Don Dillman, Ph.D.
Deputy Director for Research & DevelopmentContact Information:
- p: 509.335.1511
- e: email@example.com
Don A. Dillman is a Regents Professor, Department of Sociology and Deputy Director for Research and Development in the Social and Economic Sciences Research Center (SESRC) at Washington State University in Pullman, Washington, where he has been a faculty member since 1969.
He is recognized worldwide as a major contributor to the development of modern mail, telephone and Internet survey methods. In 1970, he was founding coordinator of the SESRC’s Public Opinion Laboratory (1970-1973), one of the first university-based telephone survey laboratories in the United States. His book, Mail and Telephone Surveys: The Total Design Method (1978), was the first to provide detailed procedures for conducting surveys by these methods, and is now in its 4th edition as, “Internet, Phone, Mail and Mixed-Mode Surveys, The Tailored Design Method (Dillman, Smyth and Christian, 2014). From 1991-1995 he served as the senior survey methodologist in the Office of the Director, U.S. Bureau of the Census, where he provided leadership for the development of new questionnaire designs and procedures for the 2000 Decennial Census and other government surveys. This and related work on other federal agency surveys led to his receiving the 2000 Roger Herriot Award for innovation in federal statistics.

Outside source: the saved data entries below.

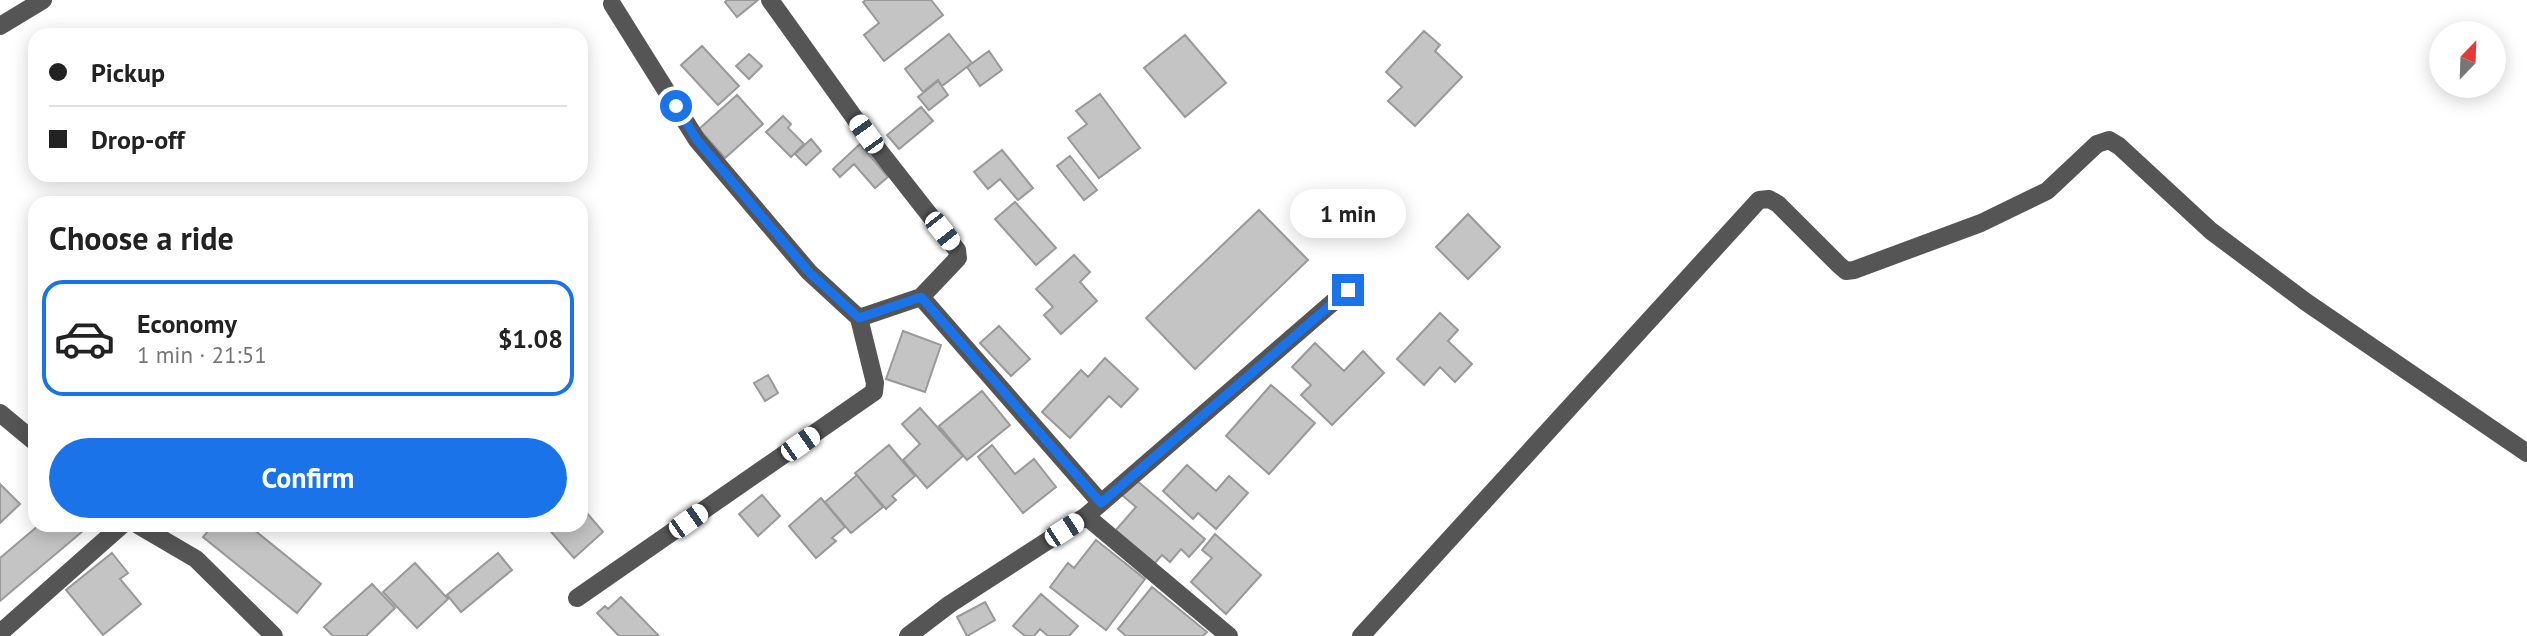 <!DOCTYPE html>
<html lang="en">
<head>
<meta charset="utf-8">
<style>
  body { margin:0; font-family:"PT Sans",sans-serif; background:#f2f2f2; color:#222; height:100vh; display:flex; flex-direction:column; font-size:26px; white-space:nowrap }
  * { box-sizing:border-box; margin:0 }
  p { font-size:23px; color:#767676 }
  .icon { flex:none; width:38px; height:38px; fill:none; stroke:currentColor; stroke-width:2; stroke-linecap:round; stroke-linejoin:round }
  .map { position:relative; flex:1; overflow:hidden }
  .drawer { position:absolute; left:28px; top:196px; width:560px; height:336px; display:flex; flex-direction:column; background:#fff; border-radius:21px; box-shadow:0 4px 18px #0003 }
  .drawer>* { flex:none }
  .guide { position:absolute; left:28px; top:28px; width:560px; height:154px; border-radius:21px; box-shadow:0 4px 18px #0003; display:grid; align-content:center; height:154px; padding:0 21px; background:#fff }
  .needle { width:46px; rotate:23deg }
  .tools { position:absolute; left:2429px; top:21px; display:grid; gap:14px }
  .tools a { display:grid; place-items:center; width:77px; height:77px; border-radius:50%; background:#fff; box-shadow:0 4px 18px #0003; font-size:35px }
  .end { position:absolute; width:32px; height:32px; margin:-16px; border:9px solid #1a73e8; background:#fff; box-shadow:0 0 0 4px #fff }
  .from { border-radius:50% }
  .bubble { position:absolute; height:49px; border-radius:24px; background:#fff; box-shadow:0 4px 18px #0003; font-size:23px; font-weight:700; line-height:49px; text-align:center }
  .car { position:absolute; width:21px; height:42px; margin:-21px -10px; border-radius:9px; box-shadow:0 0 5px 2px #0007; background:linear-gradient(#fff 24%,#345 0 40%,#fff 0 76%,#345 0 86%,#fff 0) }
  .guide b { display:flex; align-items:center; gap:24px; height:66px; font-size:26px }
  .guide b+b { border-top:2px solid #e0e0e0 }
  .guide i { width:18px; height:18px; background:#222 }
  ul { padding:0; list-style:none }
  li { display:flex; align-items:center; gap:21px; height:116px; margin:0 14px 10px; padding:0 7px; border:4px solid #e0e0e0; border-radius:21px }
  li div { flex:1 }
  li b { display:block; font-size:26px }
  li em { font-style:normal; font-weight:700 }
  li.selected { border-color:#1a73e8 }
  li>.icon { width:63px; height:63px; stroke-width:1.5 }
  h2 { padding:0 21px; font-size:32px; line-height:84px }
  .primary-button { display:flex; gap:14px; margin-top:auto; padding:14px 21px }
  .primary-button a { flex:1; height:80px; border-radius:42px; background:#1a73e8; color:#fff; font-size:28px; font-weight:700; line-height:80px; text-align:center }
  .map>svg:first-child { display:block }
  .building { fill:#c4c4c4; stroke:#999; stroke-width:2 }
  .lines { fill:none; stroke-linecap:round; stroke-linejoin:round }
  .minor { stroke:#555; stroke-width:18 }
  .route { stroke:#1a73e8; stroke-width:9 }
</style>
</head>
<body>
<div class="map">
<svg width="2527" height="636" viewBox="0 0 2527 636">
  <rect width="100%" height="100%" fill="#fff"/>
  <!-- building -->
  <path class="building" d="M727,0h31l-21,17 -12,-15z
    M866,0h65l12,15 -59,46 -20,-26 15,-12 -16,-21z
    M1424,31l16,14 -5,6 27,26 -47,49 -27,-25 14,-14 -16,-15z
    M949,34l23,29 -30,23 -4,-6 -15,12 -18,-23z
    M1185,35l41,48 -41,34 -41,-49z
    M702,46l37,40 -21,19 -37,-40z
    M989,51l13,19 -22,16 -13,-19z
    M749,54l13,12 -13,13 -13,-13z
    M938,81l10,14 -19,15 -11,-13z
    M1100,94l40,54 -41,30 -31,-40 19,-14 -11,-13z
    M737,95l26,29 -38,34 -26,-29z
    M921,107l12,14 -34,28 -12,-14z
    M783,116l8,8 -3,4 16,16 -13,13 -25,-25z
    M811,139l10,12 -15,14 -11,-11z
    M860,144l28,33 -13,11 -21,-24 -14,13 -7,-8z
    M1002,150l31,38 -15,12 -18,-21 -12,10 -14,-17z
    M1070,156l27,34 -13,10 -27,-34z
    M1015,202l41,46 -20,17 -41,-46z
    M1259,210l49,50 -113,109 -49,-51z
    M1468,214l32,33 -32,32 -32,-32z
    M1074,255l16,17 -10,10 17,19 -36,33 -17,-19 9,-8 -17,-18z
    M1440,313l18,17 -10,11 24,23 -17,18 -15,-15 -16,18 -27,-26z
    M999,326l31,33 -19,17 -31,-33z
    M903,331l38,14 -16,47 -39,-13z
    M1315,343l29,28 19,-20 21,22 -52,52 -31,-30 10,-10 -19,-18z
    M1105,358l33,31 -17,18 -12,-11 -39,42 -28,-26 39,-42 7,7z
    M768,375l10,18 -13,8 -11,-18z
    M1271,385l44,38 -46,51 -43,-38z
    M982,391l28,34 -43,35 -28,-34z
    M920,408l43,48 -36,32 -24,-28 17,-16 -18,-20z
    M889,445l26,31 -23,20 4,4 -10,9 -31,-36z
    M992,445l23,29 19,-15 22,28 -33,26 -45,-56z
    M1187,465l29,26 13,-15 19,17 -32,36 -18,-16 -5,6 -30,-28z
    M857,475l26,32 -32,26 -26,-31z
    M1135,479l70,60 -16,18 -8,-8 -11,13 -8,-7 -8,9 -39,-33 21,-24 -14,-12z
    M0,484l20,20 -20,19z
    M762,495l18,21 -22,20 -19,-22z
    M821,498l24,29 -13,11 4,3 -20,17 -27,-32z
    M581,506l22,26 -29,26 -29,-33h36z
    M39,525h51l-90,76v-43z
    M213,525h35l73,59 -24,29 -94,-76z
    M1215,534l46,41 -35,39 -35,-32 21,-24 -10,-8z
    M1096,540l49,39 -39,51 -56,-43 18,-24 6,5z
    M112,553l16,20 -8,6 21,25 -38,31 -37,-45z
    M498,553l14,17 -51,42 -14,-17z
    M415,563l33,36 -31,29 -34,-36z
    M372,584l23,24 -29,28h-33l-9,-9z
    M1152,587l55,45 -4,4h-77l-8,-7z
    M1041,594l37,32 -9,10h-21l-8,-7 -6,7h-9l-12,-10z
    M621,597l38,39h-40l-22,-23 8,-7 3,3z
    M985,602l10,18 -28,16 -10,-19z"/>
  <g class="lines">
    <!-- minor -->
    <path class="minor" d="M612,4l85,136 112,132 50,46 62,-21 37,-39 -1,-8 -91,-116 -96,-134
      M0,26l43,-26
      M921,297l180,206
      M0,413l35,29
      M1086,516l143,120
      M138,525l58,34 78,77
      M577,598l297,-206 1,-9 -16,-65
      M0,633l122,-108
      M908,636l42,-32 136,-88 261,-226
      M1361,636l398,-436 10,-1 9,5 61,61 7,6 8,-1 127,-47 66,-32 50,-47 12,-4 10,6 92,85 95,71 221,151"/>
  </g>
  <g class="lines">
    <!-- route -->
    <path class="route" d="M676,106l21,34 112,132 50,46 62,-21 180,206 247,-213"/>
  </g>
</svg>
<div class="tools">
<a><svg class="needle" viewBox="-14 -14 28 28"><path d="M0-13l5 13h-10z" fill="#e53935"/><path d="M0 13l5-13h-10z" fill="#767676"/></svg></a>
</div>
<i class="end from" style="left:676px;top:106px"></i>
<i class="end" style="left:1348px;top:290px"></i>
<div class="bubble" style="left:1290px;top:189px;width:116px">1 min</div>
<i class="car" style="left:866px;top:134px;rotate:324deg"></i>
<i class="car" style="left:942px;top:231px;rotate:142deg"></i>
<i class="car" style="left:800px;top:444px;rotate:55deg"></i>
<i class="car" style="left:688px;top:521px;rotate:55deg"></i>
<i class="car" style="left:1064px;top:530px;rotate:57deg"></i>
<div class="guide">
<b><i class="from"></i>Pickup</b>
<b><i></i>Drop-off</b>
</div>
<section class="drawer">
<h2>Choose a ride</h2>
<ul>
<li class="selected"><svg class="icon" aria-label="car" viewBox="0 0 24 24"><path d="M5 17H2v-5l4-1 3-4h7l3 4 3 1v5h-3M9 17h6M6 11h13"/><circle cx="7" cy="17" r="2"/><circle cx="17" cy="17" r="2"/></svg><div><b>Economy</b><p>1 min · 21:51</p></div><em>$1.08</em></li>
</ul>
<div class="primary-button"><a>Confirm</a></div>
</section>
</div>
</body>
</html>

Dillman was among the first to systematically apply vision science to derive principles for designing self-administered questionnaires. The resulting practices, including unified mode construction, have become standard data collection procedures for many official government surveys in the U.S. and other countries. He is also well-known for his efforts to develop effective mixed-mode survey methods. In 2017 he and his research team (Jolene Smyth, Leah Christian, Benjamin Messer, Morgan Millar and Michelle Edwards) received the American Association for Public Opinion Research Warren J. Mitofsky Innovators Award for the creation and testing of a web-push data collection methodology that is now used worldwide for censuses and other surveys relevant to public policy.

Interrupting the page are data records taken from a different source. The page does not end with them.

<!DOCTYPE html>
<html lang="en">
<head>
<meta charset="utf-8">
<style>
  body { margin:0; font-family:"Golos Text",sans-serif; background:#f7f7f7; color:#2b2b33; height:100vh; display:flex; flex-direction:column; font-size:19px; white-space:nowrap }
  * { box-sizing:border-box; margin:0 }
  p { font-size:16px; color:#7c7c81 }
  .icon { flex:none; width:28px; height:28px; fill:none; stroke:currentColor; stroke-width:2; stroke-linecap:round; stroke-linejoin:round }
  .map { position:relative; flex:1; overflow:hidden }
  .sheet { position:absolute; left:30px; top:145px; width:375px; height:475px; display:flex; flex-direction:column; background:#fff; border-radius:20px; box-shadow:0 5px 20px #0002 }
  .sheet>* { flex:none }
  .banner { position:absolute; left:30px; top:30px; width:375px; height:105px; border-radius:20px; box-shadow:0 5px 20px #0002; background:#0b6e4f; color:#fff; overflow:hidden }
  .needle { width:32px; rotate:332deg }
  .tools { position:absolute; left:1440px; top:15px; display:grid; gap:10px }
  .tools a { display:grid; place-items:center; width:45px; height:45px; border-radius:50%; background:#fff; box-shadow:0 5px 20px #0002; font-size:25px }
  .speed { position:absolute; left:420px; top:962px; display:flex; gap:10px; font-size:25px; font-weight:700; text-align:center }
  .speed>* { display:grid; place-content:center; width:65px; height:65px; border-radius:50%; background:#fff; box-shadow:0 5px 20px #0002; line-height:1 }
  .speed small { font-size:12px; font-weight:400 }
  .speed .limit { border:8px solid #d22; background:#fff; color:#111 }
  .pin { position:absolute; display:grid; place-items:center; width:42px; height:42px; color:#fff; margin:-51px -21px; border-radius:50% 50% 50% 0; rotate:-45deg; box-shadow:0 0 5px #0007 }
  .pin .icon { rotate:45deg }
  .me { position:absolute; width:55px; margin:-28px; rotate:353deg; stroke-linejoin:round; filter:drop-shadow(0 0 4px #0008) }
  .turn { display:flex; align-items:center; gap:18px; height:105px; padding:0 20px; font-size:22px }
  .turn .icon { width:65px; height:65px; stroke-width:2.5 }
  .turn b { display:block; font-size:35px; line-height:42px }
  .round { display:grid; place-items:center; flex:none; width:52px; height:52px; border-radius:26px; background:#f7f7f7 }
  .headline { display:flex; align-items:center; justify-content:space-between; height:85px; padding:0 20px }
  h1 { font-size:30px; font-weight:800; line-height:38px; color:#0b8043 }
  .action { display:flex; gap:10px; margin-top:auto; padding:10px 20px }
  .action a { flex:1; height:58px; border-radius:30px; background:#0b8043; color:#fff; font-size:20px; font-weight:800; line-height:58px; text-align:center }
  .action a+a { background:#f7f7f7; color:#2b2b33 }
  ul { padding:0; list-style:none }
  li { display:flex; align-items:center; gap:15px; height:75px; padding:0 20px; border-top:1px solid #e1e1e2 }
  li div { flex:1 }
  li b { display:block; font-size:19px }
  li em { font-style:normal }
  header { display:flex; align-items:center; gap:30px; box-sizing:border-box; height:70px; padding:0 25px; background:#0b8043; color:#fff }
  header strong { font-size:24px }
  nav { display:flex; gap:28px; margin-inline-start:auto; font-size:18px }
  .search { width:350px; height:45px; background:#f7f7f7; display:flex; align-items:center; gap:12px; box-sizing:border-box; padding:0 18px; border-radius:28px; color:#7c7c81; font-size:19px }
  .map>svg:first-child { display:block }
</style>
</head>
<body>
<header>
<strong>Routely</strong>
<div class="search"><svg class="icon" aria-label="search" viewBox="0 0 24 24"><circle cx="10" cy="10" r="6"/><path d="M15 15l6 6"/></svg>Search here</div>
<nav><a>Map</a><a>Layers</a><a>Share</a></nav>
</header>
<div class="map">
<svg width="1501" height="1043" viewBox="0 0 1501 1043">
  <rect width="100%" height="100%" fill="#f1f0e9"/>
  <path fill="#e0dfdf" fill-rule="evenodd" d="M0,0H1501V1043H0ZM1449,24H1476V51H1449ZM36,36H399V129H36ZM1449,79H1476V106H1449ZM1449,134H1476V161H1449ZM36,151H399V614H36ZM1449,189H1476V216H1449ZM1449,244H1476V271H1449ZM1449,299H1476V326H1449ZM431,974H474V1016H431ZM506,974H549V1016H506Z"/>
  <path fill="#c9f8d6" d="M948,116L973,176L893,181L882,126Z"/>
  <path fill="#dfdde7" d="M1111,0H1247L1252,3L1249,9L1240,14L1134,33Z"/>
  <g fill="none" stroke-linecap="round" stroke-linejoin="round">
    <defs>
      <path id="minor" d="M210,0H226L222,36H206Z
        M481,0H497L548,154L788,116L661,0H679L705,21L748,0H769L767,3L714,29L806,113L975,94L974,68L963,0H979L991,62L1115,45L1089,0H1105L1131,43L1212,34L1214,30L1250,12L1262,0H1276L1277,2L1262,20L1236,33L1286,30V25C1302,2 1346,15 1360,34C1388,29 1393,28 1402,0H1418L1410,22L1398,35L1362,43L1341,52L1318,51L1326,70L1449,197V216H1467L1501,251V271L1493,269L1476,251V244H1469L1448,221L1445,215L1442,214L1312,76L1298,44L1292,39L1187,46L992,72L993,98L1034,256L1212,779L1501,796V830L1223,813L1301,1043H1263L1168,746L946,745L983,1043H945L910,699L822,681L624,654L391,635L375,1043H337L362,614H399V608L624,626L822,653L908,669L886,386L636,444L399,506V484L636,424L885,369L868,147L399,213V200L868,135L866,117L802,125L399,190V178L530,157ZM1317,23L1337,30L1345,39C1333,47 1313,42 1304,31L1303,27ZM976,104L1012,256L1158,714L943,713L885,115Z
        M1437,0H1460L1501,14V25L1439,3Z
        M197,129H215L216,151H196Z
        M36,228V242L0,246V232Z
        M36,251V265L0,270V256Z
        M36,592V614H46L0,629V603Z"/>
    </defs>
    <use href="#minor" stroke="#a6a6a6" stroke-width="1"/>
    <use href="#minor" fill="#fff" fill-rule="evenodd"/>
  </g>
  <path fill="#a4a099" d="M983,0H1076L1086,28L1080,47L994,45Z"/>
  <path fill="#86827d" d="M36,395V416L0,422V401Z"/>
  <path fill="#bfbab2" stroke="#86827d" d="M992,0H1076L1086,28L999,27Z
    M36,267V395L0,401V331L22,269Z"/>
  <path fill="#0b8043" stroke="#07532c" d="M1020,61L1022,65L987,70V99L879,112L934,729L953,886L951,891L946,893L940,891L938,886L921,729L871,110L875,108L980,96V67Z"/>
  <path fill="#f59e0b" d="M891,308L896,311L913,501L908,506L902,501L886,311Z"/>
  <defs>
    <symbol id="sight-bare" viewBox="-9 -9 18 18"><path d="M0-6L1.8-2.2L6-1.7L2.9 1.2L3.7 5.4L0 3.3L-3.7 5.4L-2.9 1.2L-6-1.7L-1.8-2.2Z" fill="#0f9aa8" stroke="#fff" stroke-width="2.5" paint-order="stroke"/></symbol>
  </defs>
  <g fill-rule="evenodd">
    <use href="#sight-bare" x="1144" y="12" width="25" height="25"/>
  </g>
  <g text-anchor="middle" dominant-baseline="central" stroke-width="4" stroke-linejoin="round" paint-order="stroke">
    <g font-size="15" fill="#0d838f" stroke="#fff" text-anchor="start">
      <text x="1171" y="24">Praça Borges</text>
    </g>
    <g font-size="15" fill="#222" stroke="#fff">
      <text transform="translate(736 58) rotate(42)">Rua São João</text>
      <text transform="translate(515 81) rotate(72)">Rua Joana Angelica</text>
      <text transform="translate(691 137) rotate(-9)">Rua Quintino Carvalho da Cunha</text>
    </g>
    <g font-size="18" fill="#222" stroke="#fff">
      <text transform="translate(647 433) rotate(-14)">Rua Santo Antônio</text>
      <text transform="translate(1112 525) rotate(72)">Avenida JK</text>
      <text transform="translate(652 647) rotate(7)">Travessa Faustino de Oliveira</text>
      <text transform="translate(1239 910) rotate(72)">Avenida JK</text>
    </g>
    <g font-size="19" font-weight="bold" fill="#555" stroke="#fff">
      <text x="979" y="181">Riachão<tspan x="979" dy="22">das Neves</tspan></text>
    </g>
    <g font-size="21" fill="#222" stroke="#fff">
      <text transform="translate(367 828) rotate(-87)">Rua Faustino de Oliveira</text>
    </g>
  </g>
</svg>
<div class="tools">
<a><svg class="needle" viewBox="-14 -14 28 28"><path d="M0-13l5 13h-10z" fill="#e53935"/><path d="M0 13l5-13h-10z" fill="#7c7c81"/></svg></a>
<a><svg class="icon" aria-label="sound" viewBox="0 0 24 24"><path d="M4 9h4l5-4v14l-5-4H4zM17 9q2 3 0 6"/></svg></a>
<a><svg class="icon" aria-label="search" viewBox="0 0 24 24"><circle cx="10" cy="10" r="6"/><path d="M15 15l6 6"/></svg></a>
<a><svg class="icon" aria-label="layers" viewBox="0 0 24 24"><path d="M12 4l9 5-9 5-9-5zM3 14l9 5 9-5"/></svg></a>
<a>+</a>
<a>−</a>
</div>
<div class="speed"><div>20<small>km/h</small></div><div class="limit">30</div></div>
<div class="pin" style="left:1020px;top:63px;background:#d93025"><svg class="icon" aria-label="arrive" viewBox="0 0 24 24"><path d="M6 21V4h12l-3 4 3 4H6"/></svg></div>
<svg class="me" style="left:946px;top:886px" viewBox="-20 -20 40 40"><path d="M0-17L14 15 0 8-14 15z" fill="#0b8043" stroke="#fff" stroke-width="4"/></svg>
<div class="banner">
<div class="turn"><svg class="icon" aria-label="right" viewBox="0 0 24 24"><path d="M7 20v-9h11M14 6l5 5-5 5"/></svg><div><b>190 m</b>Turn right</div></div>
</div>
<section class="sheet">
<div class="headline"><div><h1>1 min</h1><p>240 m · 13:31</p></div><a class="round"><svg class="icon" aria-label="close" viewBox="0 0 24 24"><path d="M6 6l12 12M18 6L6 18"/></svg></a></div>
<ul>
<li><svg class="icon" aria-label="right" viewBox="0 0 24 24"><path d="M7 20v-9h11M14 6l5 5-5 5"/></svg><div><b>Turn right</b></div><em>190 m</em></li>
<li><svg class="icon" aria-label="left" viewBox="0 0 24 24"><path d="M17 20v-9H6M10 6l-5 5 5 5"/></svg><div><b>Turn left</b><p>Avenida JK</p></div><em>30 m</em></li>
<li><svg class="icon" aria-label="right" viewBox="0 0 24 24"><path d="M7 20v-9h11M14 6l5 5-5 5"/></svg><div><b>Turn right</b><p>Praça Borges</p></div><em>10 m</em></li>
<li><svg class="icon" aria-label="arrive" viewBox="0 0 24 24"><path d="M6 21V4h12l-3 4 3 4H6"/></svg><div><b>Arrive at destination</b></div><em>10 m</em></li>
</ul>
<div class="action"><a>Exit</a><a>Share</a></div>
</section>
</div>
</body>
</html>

Dillman served as President of the American Association of Public Opinion Research (2001-2002). He was also President (1984-85) of the Rural Sociological Society and recipient of its Excellence in Research (1998) and Distinguished Rural Sociologist (2008) awards. He is a Fellow of the American Association for the Advancement of Science (1987) and the American Statistical Association (1995) and the 2002 recipient of the Society for Applied Sociology Lester F. Ward Award for Distinguished Contributions to Applied Sociology. In 2016 he received the Joseph Waksberg Award from the American Statistical Association and Statistics Canada for outstanding contributions to the theory and practice of survey methodology and the Paul F. Lazarsfeld Award from the American Sociological Association for a career of scholarship in sociological methodology. Dillman also received the American Association of Public Opinion Research “AAPOR Award” for Exceptionally Distinguished Achievement in 2002, and the World Association for Public Opinion Research Helen Dinerman Award for career contributions to innovative research and methodology (2006).
At Washington State University, he was the 1985 presenter of the Distinguished Faculty Address; 1994 recipient of the College of Liberal Arts Distinguished Achievement Award; 1995 winner of the University Sahlin Faculty Excellence Award for Research; and 2002 recipient of the Eminent Faculty Award, WSU’s highest faculty honor.
He has presented seminars at more than 35 universities throughout the United States, and lectured in Sweden, Ireland, Germany, Norway, The Netherlands, Canada, China, Guam, New Zealand, Australia, Spain, South Korea, Taiwan and the United Kingdom. He has served multiple times as Guest Professor at the German Center for Survey Methods and Analysis in Mannheim and as an instructor at the University of Michigan’s Summer Survey Institute and the Evaluator’s Institute. He has presented short courses and webinars on designing surveys and delivered nearly 100 keynote and other major addresses to organizations and conferences. He has also served as a consultant on survey design to government statistical agencies and private organizations throughout the world.
Dillman has three degrees from Iowa State University (B.S. Agronomy, 1964; M.S. Rural Sociology, 1966; Ph.D. Sociology, 1969). He has served Washington State University as Chair of the Department of Rural Sociology (1973-81) and Director of the SESRC (1986-1996). Throughout his 48 year career at Washington State University, he has maintained an active research program on the improvement of survey methods that included being principal investigator on more than 80 grants and contracts worth approximately $13 million, and an author or editor for 17 books and more than 260 other publications. According to Google Scholar these publications have been cited more than 60,000 times.
Dr. Dillman was raised on a farm near Chariton, Iowa, and in 1964 married Joye Jolly Dillman (B.S., M.S., Iowa State University), associate professor emeritus in the Department of Human Development at Washington State University.